> [Required action] Please set down every entry from the listing below, word for word.
******************************
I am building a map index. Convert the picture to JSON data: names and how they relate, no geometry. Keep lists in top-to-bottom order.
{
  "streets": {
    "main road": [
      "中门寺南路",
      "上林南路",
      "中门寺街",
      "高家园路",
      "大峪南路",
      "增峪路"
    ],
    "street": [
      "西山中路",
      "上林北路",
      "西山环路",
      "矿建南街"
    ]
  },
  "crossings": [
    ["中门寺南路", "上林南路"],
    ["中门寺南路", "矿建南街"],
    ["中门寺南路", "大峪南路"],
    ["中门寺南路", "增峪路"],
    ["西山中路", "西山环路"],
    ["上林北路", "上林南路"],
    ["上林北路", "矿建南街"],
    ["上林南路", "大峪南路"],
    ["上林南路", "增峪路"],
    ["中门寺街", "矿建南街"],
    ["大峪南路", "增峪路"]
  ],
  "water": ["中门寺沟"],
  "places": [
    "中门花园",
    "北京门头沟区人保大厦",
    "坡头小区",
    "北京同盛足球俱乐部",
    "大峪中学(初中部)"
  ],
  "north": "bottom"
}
******************************
> [Expected output]
I am building a map index. Convert the picture to JSON data: names and how they relate, no geometry. Keep lists in top-to-bottom order.
{
  "streets": {
    "main road": [
      "中门寺南路",
      "上林南路",
      "中门寺街",
      "高家园路",
      "大峪南路",
      "增峪路"
    ],
    "street": [
      "西山中路",
      "上林北路",
      "西山环路",
      "矿建南街"
    ]
  },
  "crossings": [
    ["中门寺南路", "上林南路"],
    ["中门寺南路", "矿建南街"],
    ["中门寺南路", "大峪南路"],
    ["中门寺南路", "增峪路"],
    ["西山中路", "西山环路"],
    ["上林北路", "上林南路"],
    ["上林北路", "矿建南街"],
    ["上林南路", "大峪南路"],
    ["上林南路", "增峪路"],
    ["中门寺街", "矿建南街"],
    ["大峪南路", "增峪路"]
  ],
  "water": ["中门寺沟"],
  "places": [
    "中门花园",
    "北京门头沟区人保大厦",
    "坡头小区",
    "北京同盛足球俱乐部",
    "大峪中学(初中部)"
  ],
  "north": "bottom"
}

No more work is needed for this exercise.